(Available data Opens)

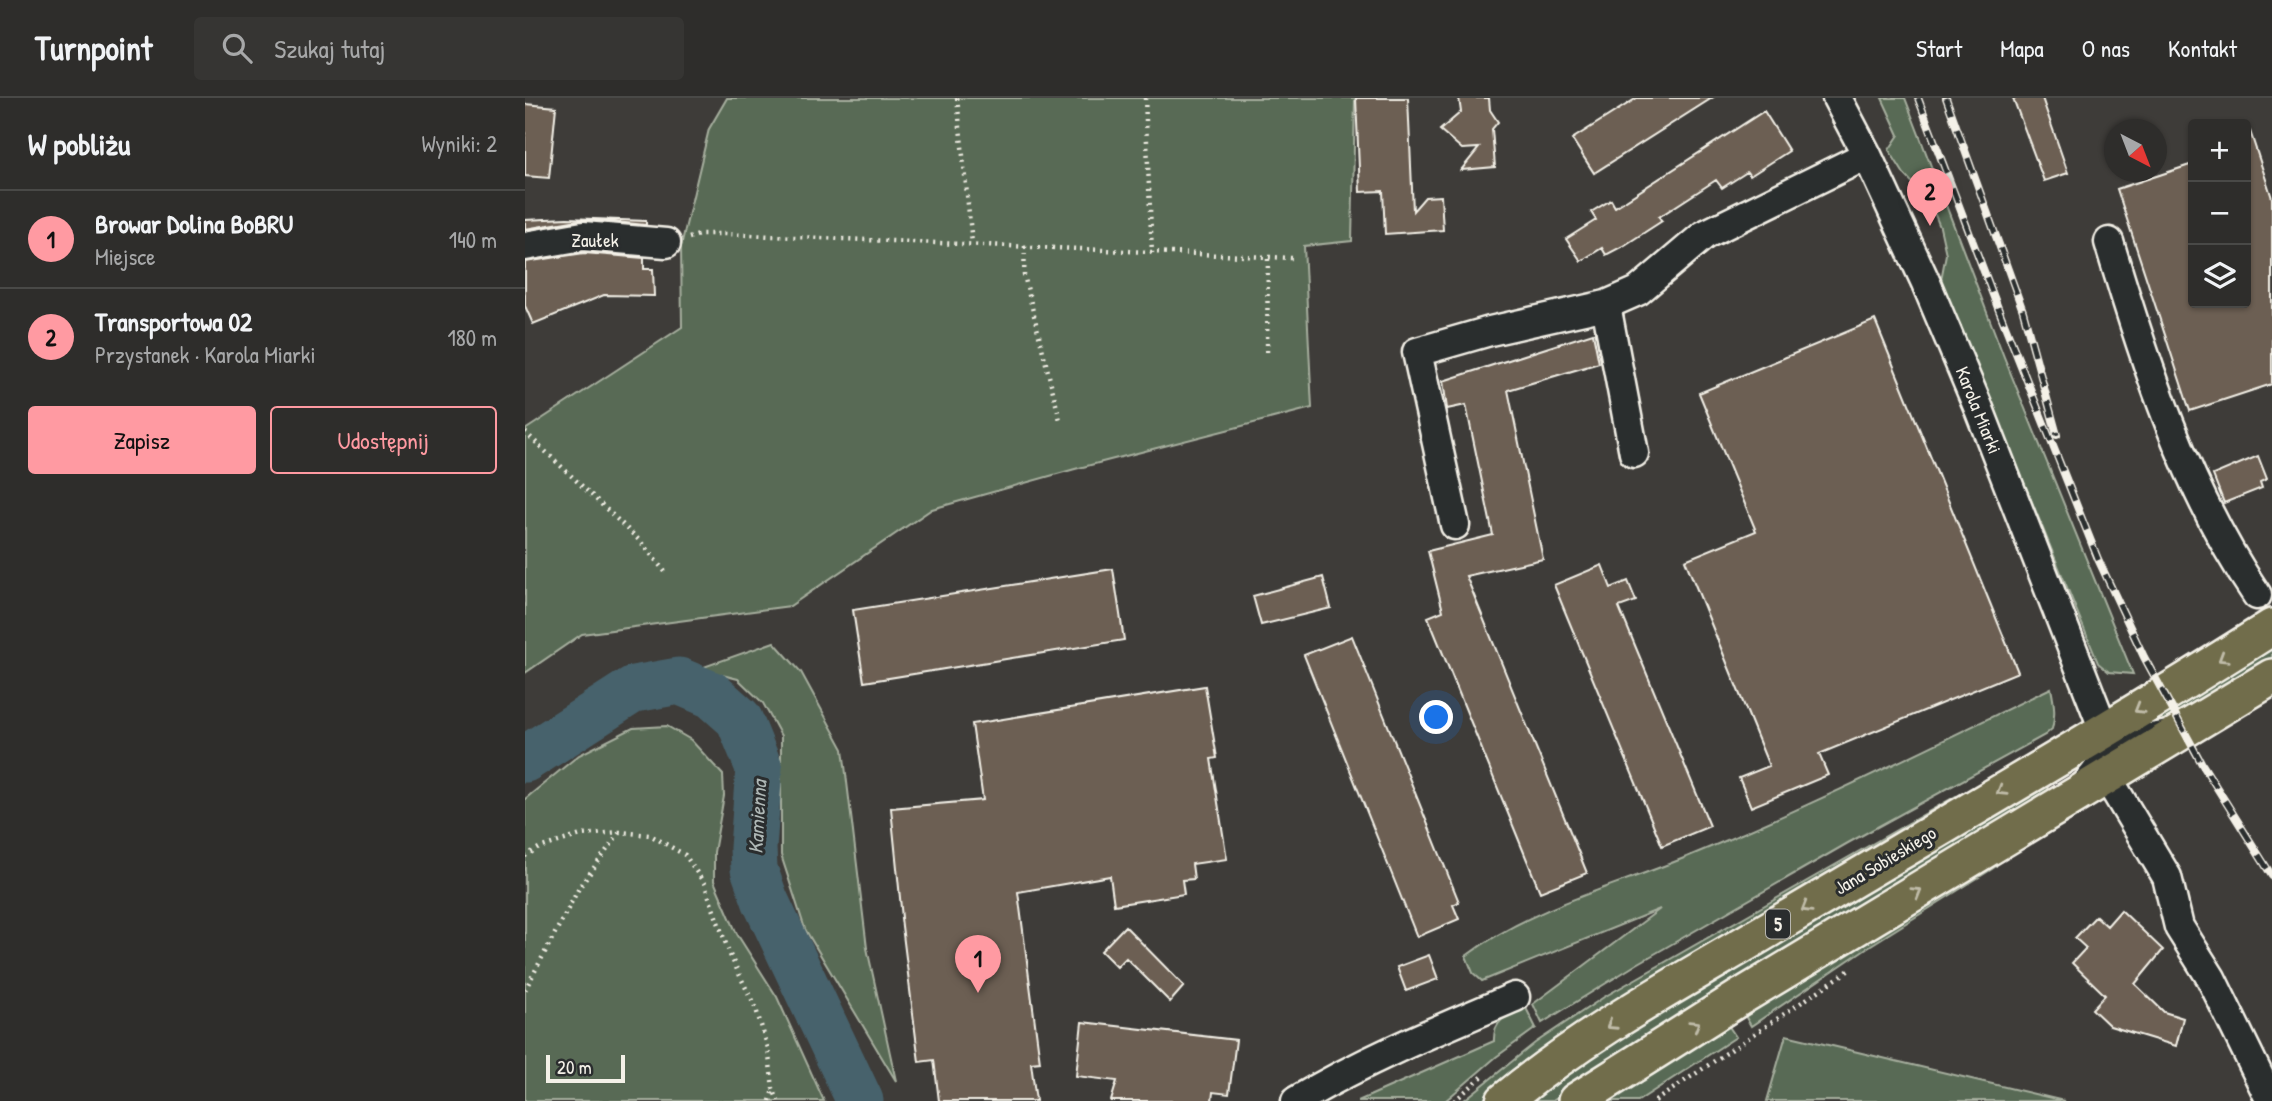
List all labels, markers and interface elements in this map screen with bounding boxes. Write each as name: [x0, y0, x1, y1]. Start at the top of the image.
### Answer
search box: [194, 17, 684, 80]
text: Turnpoint: [35, 26, 152, 70]
icon: search: [218, 29, 256, 67]
text: Szukaj tutaj: [274, 31, 385, 66]
text: Start: [1916, 32, 1962, 64]
text: Mapa: [2000, 32, 2044, 64]
text: O nas: [2082, 32, 2130, 64]
text: Kontakt: [2168, 32, 2237, 64]
north arrow: [2104, 119, 2167, 182]
map controls: [2188, 119, 2251, 308]
button: +: [2188, 119, 2251, 182]
text: W pobliżu: [28, 124, 130, 164]
text: Wyniki: 2: [421, 128, 497, 159]
pin: 2: [1907, 168, 1953, 226]
button: −: [2188, 182, 2251, 245]
text: Browar Dolina BoBRU: [95, 206, 293, 241]
text: 1: [47, 224, 55, 255]
text: 140 m: [449, 224, 497, 255]
street label: Zaułek: [571, 227, 619, 253]
text: Miejsce: [95, 241, 155, 272]
button: layers: [2188, 245, 2251, 308]
text: Transportowa 02: [95, 304, 252, 339]
text: 2: [46, 322, 56, 353]
text: 180 m: [447, 322, 497, 353]
text: Przystanek · Karola Miarki: [95, 339, 316, 370]
street label: Karola Miarki: [1950, 363, 2008, 457]
button: Zapisz: [28, 406, 256, 474]
button: Udostępnij: [270, 406, 497, 474]
one-way arrow: [2218, 649, 2231, 662]
your location: [1419, 700, 1453, 734]
one-way arrow: [2134, 700, 2147, 713]
water label: Kamienna: [741, 777, 774, 855]
one-way arrow: [1996, 783, 2009, 796]
street label: Jana Sobieskiego: [1829, 819, 1941, 901]
one-way arrow: [1909, 887, 1922, 900]
one-way arrow: [1800, 899, 1813, 912]
road number: 5: [1766, 910, 1790, 938]
pin: 1: [955, 935, 1001, 993]
one-way arrow: [1605, 1017, 1618, 1030]
one-way arrow: [1688, 1020, 1701, 1033]
scale bar: [546, 1052, 625, 1084]
text: 20 m: [557, 1054, 592, 1080]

(Available data Closes)

* [Aim of the exercise]: Lines holding the word "search" in the entries above are the ones to pull out. Copy them all.

* [Reply]:
search box: [194, 17, 684, 80]
icon: search: [218, 29, 256, 67]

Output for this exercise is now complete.